==== INPUT ====

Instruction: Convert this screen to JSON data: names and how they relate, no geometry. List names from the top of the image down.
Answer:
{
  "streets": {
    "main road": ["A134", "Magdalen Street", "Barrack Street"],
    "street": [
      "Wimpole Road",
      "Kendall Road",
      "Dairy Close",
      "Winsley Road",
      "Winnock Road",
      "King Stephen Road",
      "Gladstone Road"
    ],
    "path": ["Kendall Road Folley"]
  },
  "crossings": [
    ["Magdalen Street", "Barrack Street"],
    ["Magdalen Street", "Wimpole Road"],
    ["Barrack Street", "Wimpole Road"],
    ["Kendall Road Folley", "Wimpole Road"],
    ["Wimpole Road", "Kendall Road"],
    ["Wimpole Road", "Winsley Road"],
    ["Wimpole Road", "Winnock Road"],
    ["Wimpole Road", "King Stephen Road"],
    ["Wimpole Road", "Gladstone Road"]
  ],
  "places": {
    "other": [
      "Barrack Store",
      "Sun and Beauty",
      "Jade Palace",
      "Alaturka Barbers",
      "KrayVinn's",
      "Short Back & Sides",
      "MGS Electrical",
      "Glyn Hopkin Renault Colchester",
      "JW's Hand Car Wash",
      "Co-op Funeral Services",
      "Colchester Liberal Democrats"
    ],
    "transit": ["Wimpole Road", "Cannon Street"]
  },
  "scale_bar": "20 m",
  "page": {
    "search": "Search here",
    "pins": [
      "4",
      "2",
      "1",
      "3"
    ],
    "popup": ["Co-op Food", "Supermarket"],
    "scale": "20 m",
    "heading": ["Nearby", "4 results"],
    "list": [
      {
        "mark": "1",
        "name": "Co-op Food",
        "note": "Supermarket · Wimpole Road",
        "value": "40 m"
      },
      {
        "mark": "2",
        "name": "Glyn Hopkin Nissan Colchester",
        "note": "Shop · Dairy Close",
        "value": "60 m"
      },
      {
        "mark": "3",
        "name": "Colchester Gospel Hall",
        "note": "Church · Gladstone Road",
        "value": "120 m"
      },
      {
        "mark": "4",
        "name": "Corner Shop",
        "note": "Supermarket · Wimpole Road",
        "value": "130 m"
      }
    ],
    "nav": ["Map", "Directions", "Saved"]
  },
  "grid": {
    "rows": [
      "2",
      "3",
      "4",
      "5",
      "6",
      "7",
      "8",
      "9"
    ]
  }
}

====

EXERCISE PROMPT
Look through the records for the word "Kendall". Every line that has it should be copied.

REPLY
      "Kendall Road",
    "path": ["Kendall Road Folley"]
    ["Kendall Road Folley", "Wimpole Road"],
    ["Wimpole Road", "Kendall Road"],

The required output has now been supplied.